Available data =
▼▼▼

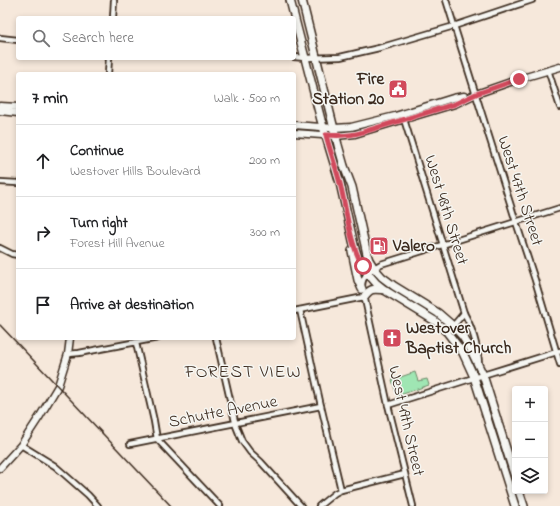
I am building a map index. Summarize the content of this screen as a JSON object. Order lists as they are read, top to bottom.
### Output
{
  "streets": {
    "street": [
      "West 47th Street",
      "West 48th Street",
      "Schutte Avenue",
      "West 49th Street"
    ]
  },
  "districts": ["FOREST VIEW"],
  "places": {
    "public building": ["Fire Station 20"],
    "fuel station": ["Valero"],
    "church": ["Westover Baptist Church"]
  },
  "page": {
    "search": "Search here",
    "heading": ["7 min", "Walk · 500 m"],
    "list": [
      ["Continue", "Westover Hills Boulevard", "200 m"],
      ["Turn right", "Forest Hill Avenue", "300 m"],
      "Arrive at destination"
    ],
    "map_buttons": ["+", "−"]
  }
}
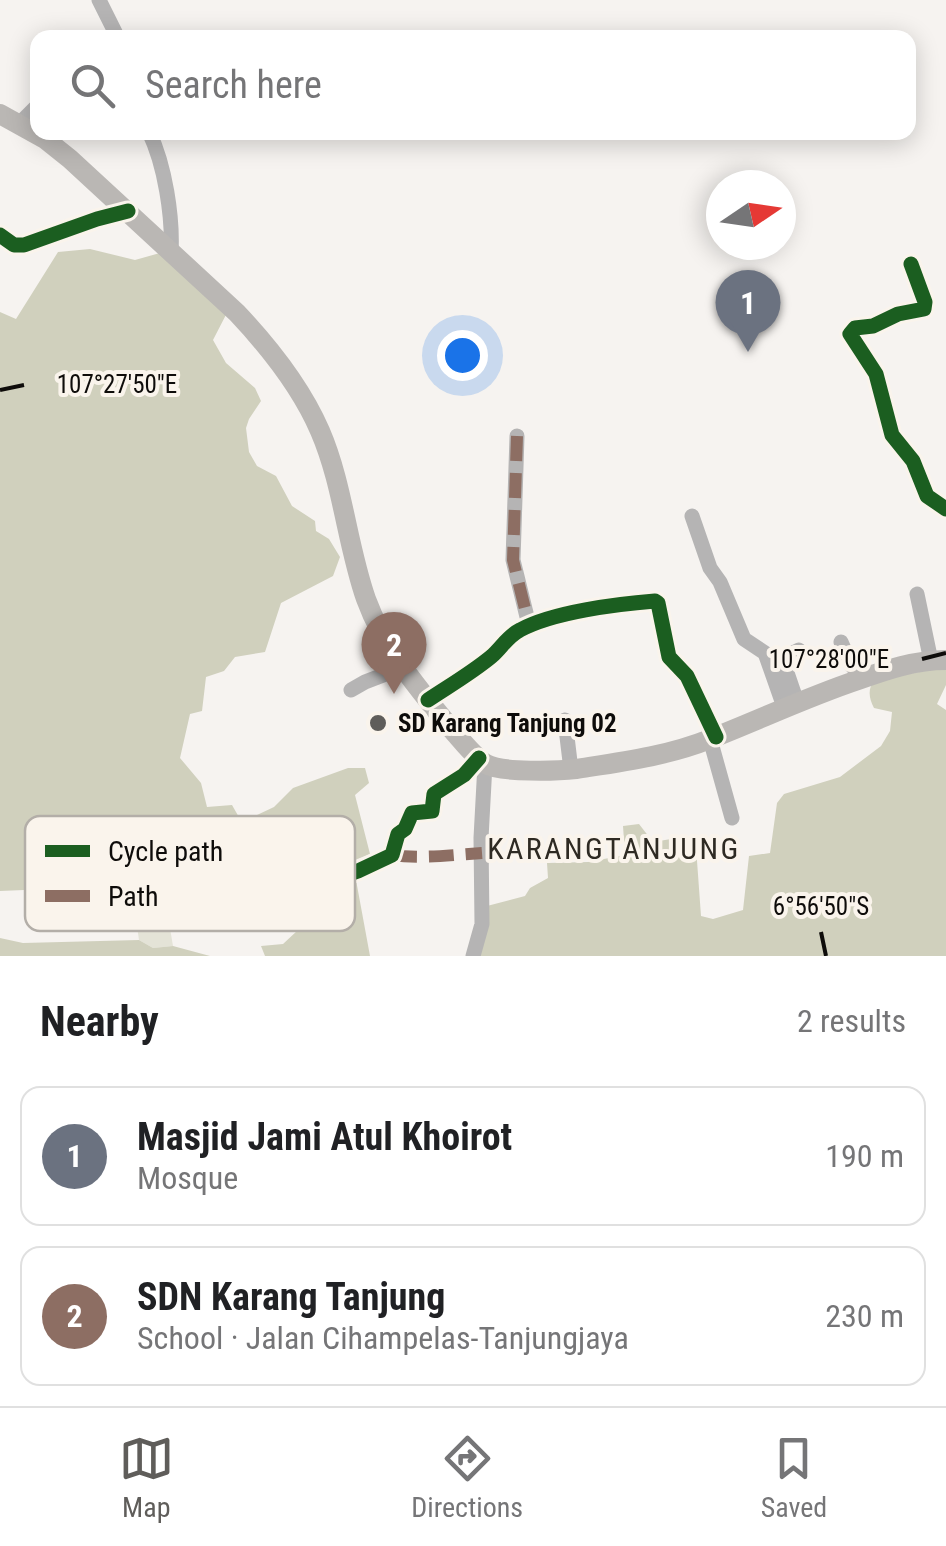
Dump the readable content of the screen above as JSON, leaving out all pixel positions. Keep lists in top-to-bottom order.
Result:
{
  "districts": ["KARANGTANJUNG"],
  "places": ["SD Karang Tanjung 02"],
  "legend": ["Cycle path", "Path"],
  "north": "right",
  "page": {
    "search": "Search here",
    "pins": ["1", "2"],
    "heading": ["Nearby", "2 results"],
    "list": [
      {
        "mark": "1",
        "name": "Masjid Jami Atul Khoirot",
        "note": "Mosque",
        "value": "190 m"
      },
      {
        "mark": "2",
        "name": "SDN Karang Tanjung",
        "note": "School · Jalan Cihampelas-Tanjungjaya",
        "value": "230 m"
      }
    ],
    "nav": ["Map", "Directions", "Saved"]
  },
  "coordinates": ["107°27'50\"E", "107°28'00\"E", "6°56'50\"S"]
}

▲▲▲

Task objective =
Report each line of the material in which the string "JSON" occurs.

Solution =
I am building a map index. Summarize the content of this screen as a JSON object. Order lists as they are read, top to bottom.
Dump the readable content of the screen above as JSON, leaving out all pixel positions. Keep lists in top-to-bottom order.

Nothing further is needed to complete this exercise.